8. Adapt the sampling frequencies for each dose

Each subject undergoes 120 trials for each dose. Within those 120, 60 are for the interoceptive condition. Out of the 60, 12 are at set frequencies (-30, -20, -10, 10, 20, 30). There are therefore 48 intensities left to be sampled freely. The data shows that each participant has at least 23 unique frequencies 
and at most 40. 6 of those are the set frequencies, so there are 17 to 34 unique intensities left to be sampled freely. 

The sampling distribution is approximated by a normal distribution with mean the bias (sampling is equally distributed among both sides of the mean) and standard deviation $(0.8 * \text{width of uncertainty interval})/2$. Note that the standard deviation is not based on any reasoning per sé, but was determined through experimentation (it was varied until the resulting data was in correspondence with the desired effects).

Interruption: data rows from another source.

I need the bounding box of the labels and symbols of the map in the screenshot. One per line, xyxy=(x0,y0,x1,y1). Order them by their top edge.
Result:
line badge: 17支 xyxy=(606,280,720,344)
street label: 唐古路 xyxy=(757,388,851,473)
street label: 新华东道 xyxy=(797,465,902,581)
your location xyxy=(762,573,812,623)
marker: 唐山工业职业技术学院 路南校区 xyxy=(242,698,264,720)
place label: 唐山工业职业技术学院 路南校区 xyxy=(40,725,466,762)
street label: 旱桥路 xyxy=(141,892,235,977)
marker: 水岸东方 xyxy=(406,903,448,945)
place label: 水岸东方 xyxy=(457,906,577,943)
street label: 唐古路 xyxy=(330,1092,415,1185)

As a result of this setting, most samplling will fall within the uncertainty region which is in correspondence with the expectations for the real life experiments.

In [None]:
# for the 5 mg dose
newdat5x = [-30, -20, -10, 10, 20, 30]
newdat5n = [2] * 6 # new data with set intensities each sampled twice

newx = [0] * 48 # space for the new x values

# sample between 18 and 34 unique intensities for the new data
numx = random.choice(range(17,34)) # number of unique intensities
newx = np.random.normal(bias5, (0.8 * uncertainty5_max) / 0.5, numx)
newx = np.around(np.ndarray.tolist(newx)) * 0.5

for i in range(0, len(newx)):
  if (newx[i] - int(newx[i])) == 0:
    newx[i] = newx[i] + random.choice([-0.5, 0.5])

newn = [1] * len(newx)
while sum(newn) < 48:
  ind = random.choice(range(0, len(newx)))
  newn[ind] = newn[ind] + 1

newdat5x = newdat5x + newx.tolist()
newdat5n = newdat5n + newn

newdat5r = [0] * len(newdat5x)

# then use this to generate the values for r
for i in range(0, len(newdat5x)):
  if newdat5x[i] < uncertainty5_min:
    newdat5r[i] = 0
  elif newdat5x[i] > uncertainty5_max:
    newdat5r[i] = newdat5n[i]
  else:
    newdat5r[i] =  round(norm.cdf(newdat5x[i], bias5, 0.95 * (width5 / 2)) * newdat5n[i])

9. Calculate the new bias and precision

In [None]:
fit5 = bayes_fit(name = 'new dose 5 mg, subject 19', x = newdat5x, n = newdat5n, r = newdat5r, stats = True)
fit5[1]

Unnamed: 0,mean,sd,hdi_3%,hdi_97%,mcse_mean,mcse_sd,ess_bulk,ess_tail,r_hat
alpha,4.964,1.81,1.617,8.396,0.02,0.015,8397.0,7448.0,1.0
beta,7.659,1.957,4.504,11.364,0.022,0.016,8135.0,8638.0,1.0


In [None]:
fit = bayes_fit(name = 'original dose 0 mg, subject 19', x = xij, n = nij, r = rij, stats = True, plot = False)
fit[1]

Unnamed: 0,mean,sd,hdi_3%,hdi_97%,mcse_mean,mcse_sd,ess_bulk,ess_tail,r_hat
alpha,7.309,1.741,4.016,10.533,0.019,0.014,8333.0,7782.0,1.0
beta,7.89,1.934,4.655,11.39,0.022,0.016,9036.0,7749.0,1.0


The same principles can be applied to the exteroceptive data. In that case, we expect that the bias does not change much because it already is very low. However, the precision is expected to change in a similar way to the interoceptive condition (as illustrated above).